_RECORDS SUPPLIED_
((
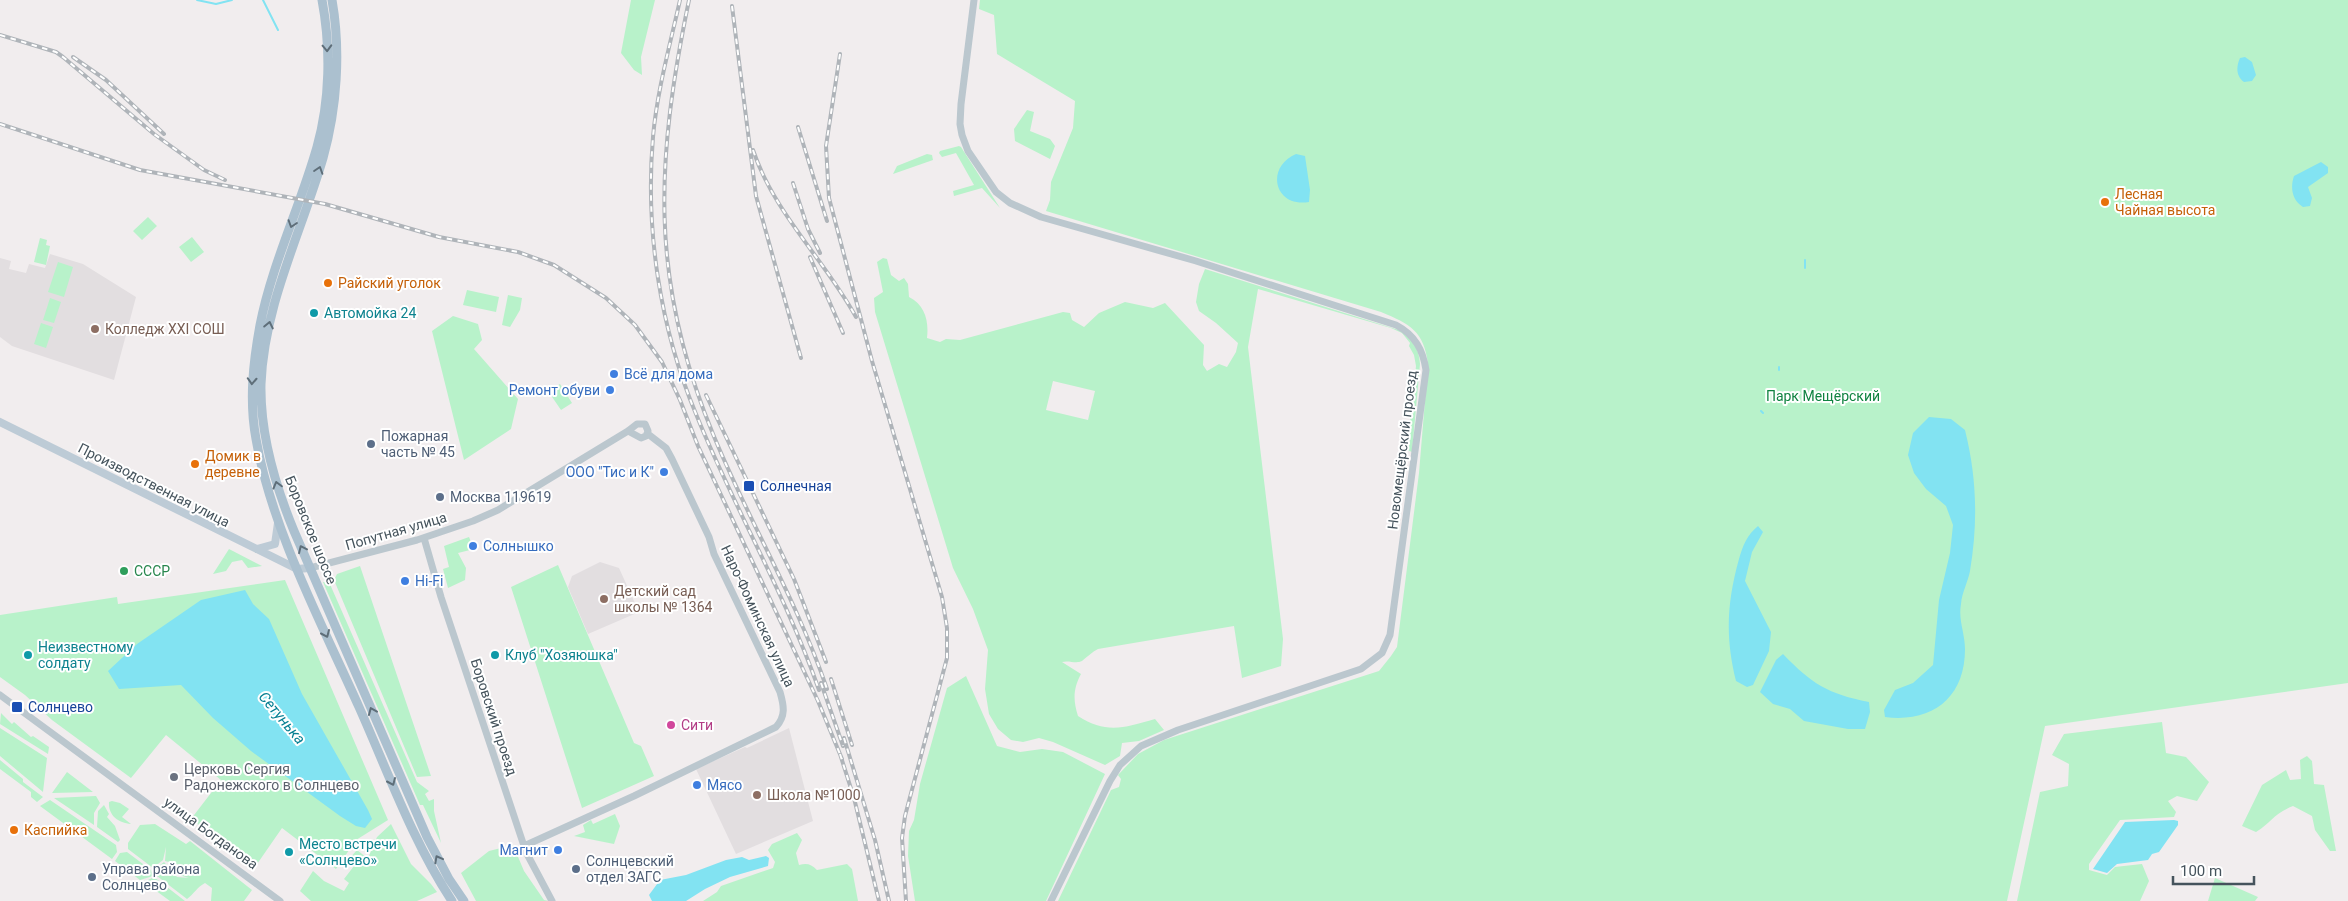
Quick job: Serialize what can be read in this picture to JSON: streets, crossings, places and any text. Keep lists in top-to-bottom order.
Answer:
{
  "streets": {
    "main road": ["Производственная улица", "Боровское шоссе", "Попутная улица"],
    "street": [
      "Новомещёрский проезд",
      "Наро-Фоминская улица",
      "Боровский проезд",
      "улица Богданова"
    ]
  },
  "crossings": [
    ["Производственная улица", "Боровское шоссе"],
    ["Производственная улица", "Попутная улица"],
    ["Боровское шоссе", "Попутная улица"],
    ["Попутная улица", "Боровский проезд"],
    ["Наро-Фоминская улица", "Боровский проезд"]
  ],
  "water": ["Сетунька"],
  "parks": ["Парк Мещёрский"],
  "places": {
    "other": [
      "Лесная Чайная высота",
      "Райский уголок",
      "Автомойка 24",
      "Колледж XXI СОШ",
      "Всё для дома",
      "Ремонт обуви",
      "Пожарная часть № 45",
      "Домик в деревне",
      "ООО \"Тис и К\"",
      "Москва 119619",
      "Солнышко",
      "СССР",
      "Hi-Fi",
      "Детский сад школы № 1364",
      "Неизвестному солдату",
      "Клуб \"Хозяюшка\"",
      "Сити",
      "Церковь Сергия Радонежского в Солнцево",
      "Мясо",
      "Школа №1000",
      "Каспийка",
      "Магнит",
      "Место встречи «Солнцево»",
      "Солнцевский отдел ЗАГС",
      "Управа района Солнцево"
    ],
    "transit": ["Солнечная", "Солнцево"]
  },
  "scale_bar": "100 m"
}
))
((
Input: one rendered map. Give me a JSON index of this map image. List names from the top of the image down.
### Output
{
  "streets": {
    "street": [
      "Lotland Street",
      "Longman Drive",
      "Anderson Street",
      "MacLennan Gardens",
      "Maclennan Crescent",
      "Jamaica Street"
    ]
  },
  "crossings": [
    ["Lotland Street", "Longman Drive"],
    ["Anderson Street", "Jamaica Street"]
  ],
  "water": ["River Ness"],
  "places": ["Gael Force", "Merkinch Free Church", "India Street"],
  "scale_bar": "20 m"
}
))
((
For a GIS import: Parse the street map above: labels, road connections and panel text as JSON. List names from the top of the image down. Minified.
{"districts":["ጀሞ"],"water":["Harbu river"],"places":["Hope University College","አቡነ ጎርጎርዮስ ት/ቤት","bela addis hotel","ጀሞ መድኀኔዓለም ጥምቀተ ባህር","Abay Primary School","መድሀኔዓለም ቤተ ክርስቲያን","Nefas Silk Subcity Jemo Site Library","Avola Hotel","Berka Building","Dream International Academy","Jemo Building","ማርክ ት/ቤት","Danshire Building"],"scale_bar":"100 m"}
))
Give only the count of lines in the listing that contain the string "this".

_EXPECTED OUTPUT_
2